First week I did 20-30% water changes everyday, second week every 2 days. Currently I do 20% water changes every 2-3 days, 50% on Sundays due to using EI.
I started micro and macro ferts with 1/3 of a dose after two weeks, now I use around 1/2 of normal dose. I've been overdosing EC since the beginning (~4ml a day), but am planning to decrease the dose since I recently started using pressurized CO2.


----------



## Angus (24 Dec 2010)

*Re: First try - 65L planted*

amazing, really nice tank let alone it being a first try! i sympathise with the issues you had at startup, but you did everything right and it looks amazing if only i could do that on my first try!  the scape looks really nice, any chance of a recent front on full tank shot?


----------



## schraptor (24 Dec 2010)

*Re: First try - 65L planted*

@fozziebear

Here are some taken this morning, cloudy winter day outside thus the colours and myself still learning how to properly shoot in manual mode 

Front view - not sure why part of background plants grow unevenly as they were all trimmed to the same length, and yeah, I need to get some glassware. Those plastic pipes look really ugly. Same goes for lack of proper background, I might go for a pure black or blue one, something similar to Mark's "Prairie Lands".

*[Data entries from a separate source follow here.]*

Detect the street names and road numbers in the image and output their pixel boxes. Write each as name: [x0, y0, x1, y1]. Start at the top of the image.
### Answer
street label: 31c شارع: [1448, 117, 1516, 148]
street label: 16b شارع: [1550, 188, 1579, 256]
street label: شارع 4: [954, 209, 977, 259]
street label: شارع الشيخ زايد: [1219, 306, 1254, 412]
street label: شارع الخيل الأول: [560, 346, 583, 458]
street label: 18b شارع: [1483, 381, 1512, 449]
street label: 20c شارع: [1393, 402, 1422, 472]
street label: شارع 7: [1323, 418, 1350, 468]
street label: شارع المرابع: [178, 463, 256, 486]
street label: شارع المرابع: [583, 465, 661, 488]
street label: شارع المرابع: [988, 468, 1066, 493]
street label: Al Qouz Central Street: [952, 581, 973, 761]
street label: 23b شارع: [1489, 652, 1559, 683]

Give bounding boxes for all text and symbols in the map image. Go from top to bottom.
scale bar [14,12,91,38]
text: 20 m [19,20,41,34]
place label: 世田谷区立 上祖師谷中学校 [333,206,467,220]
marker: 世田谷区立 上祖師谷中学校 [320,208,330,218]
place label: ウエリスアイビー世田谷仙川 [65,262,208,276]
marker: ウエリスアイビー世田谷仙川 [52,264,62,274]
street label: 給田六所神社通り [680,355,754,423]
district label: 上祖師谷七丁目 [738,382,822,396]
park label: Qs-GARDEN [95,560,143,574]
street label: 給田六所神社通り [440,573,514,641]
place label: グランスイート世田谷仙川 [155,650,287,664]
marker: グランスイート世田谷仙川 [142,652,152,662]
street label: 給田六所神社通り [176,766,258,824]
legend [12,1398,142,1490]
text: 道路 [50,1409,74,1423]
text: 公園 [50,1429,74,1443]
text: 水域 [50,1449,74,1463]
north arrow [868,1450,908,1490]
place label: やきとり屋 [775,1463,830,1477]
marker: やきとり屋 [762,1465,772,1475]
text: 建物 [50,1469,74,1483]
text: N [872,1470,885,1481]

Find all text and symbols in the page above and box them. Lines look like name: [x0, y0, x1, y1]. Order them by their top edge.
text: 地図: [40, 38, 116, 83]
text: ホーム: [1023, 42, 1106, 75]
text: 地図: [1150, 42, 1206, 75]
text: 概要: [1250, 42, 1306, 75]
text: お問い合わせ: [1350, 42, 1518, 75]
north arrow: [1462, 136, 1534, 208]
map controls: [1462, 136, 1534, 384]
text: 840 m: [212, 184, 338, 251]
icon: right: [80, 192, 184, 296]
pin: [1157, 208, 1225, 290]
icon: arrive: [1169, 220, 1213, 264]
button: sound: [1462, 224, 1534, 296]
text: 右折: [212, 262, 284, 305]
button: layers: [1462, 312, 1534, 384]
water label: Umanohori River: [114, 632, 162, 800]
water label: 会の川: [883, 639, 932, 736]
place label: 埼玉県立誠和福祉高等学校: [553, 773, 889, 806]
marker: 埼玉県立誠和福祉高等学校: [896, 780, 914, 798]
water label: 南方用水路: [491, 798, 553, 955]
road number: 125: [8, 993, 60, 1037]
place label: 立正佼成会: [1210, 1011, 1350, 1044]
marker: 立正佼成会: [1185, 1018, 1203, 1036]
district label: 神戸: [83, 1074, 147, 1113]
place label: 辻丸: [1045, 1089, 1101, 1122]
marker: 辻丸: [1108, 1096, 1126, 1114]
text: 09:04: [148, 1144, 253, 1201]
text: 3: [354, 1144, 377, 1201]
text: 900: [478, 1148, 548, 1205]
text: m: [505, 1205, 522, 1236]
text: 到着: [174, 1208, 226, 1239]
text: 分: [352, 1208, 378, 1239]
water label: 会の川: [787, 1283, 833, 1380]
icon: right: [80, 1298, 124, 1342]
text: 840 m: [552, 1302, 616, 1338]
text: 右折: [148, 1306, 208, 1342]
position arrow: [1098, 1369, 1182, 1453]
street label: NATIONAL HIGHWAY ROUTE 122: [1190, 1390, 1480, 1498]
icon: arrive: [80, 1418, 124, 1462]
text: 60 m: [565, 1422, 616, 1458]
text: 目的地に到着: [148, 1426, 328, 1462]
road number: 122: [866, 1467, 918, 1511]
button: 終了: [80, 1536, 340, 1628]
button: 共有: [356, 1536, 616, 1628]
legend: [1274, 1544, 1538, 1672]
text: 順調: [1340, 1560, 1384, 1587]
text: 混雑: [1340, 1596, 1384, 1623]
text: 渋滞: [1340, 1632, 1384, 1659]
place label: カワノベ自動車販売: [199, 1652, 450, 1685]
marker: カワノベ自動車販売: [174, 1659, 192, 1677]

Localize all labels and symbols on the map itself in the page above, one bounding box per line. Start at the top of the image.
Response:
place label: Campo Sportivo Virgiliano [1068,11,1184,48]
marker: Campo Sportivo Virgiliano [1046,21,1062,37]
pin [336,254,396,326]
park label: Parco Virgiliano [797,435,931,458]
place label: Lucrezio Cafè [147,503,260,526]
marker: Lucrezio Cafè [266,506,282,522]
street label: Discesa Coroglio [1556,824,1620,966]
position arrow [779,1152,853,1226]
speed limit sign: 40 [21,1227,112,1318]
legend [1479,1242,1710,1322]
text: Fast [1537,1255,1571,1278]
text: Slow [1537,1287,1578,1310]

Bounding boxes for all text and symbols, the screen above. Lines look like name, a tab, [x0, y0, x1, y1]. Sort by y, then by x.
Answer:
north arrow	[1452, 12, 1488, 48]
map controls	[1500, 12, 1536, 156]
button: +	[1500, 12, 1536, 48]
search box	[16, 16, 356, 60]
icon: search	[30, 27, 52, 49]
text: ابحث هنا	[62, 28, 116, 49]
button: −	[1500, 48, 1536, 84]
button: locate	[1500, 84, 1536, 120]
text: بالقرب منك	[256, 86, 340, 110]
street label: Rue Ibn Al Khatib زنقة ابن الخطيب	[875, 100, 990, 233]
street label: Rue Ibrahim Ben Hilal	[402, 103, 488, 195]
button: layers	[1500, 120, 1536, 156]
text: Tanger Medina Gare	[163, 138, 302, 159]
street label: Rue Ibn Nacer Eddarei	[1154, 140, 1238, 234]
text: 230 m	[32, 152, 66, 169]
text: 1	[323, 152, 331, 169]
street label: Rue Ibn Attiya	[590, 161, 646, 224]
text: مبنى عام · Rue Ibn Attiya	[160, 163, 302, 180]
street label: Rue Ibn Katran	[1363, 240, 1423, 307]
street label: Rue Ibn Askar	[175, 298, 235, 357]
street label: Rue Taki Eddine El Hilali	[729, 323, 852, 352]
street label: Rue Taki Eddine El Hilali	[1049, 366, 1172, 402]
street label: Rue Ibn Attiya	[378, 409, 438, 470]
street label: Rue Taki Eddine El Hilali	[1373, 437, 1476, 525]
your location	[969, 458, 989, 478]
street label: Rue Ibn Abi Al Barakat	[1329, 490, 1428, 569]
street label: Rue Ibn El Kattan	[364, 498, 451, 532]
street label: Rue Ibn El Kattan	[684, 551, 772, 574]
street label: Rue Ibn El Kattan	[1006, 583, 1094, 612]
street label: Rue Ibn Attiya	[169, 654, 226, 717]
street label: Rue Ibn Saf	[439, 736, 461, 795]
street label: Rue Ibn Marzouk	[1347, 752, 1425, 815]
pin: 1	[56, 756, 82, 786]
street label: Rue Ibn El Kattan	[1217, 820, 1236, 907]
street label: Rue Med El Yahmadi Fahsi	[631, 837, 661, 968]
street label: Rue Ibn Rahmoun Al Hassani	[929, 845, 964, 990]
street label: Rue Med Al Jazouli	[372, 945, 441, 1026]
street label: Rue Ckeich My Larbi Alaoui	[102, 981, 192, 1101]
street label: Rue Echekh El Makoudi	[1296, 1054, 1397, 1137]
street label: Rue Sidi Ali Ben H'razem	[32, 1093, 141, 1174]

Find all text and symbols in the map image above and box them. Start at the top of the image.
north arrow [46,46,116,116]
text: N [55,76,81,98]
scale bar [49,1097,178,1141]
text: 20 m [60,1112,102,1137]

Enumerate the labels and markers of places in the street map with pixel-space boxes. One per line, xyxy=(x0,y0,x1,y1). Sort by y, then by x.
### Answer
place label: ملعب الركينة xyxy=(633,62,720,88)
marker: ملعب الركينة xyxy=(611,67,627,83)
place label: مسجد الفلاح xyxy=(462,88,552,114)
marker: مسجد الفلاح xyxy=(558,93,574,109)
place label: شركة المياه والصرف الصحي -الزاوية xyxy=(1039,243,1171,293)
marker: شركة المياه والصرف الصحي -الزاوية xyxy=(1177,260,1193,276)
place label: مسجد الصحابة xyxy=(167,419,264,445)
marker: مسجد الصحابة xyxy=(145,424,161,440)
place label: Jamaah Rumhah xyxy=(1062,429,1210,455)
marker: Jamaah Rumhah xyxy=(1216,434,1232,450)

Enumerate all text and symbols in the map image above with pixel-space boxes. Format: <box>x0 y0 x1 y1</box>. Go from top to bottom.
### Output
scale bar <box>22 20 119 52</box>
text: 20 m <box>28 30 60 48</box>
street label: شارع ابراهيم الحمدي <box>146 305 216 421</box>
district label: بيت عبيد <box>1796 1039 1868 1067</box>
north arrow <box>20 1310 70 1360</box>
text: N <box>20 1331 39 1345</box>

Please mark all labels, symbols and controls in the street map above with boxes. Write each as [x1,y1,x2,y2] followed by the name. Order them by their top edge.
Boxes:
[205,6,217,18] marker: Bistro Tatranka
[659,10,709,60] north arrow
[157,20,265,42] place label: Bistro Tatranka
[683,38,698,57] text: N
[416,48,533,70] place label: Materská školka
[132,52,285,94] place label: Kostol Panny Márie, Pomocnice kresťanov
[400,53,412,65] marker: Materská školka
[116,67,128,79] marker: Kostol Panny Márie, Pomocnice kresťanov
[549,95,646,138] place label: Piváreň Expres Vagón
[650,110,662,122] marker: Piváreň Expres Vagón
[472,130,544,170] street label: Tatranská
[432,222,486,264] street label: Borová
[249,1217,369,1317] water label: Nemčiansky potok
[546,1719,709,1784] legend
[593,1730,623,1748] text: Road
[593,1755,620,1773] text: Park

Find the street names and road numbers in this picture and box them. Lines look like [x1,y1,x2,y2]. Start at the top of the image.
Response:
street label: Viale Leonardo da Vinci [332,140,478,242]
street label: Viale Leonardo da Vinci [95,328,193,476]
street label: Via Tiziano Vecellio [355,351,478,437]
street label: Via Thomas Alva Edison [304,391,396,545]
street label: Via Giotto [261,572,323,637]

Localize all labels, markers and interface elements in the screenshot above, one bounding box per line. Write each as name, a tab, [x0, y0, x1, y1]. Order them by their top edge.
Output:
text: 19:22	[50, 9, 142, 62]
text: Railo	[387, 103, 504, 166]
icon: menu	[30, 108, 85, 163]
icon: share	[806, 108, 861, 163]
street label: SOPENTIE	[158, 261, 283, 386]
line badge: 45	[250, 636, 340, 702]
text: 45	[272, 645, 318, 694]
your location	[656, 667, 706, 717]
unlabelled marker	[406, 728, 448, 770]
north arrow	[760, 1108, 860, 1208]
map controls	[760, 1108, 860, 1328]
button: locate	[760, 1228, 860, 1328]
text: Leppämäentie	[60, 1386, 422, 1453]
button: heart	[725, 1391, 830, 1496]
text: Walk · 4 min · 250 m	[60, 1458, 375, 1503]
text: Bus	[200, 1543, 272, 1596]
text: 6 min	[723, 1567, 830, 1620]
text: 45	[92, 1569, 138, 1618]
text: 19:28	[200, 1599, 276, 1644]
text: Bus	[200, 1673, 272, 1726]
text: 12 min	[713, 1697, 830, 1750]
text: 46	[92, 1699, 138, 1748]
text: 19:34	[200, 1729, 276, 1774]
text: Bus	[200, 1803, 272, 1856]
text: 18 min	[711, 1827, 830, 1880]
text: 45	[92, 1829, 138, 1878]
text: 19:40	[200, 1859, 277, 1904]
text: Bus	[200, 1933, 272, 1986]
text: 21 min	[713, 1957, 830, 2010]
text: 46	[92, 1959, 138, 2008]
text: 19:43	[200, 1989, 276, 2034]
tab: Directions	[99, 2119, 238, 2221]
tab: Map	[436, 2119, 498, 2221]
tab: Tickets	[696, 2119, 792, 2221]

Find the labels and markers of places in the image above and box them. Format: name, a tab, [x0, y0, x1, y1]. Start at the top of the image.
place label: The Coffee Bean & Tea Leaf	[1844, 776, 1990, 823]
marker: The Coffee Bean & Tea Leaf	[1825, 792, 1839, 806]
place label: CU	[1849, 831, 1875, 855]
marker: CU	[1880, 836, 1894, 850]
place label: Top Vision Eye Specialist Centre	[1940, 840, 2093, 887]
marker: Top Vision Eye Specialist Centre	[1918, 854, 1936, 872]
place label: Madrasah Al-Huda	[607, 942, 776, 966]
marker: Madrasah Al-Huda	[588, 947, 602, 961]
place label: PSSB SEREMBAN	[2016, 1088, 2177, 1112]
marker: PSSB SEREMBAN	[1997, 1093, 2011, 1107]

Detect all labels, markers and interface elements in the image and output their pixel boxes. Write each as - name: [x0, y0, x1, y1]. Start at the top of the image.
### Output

Kitchen view (you can see a bit of my photo wallpaper pearling   ):




Room view:




Room view close-up:


----------



## Angus (24 Dec 2010)

*Re: First try - 65L planted*

looking super lush mate  like it a lot.


----------



## schraptor (27 Dec 2010)

*Re: First try - 65L planted*

Thanks 

Yesterday I've made a radical trimming plus I've removed Bacopa from the tank (didn't really like the look of it in a tank of such size). Thinking about decreasing number of species and exchanging some plants with smaller ones or with smaller leafs. I would like to add some red-ish accent to the tank, any suggestions on the plants choice?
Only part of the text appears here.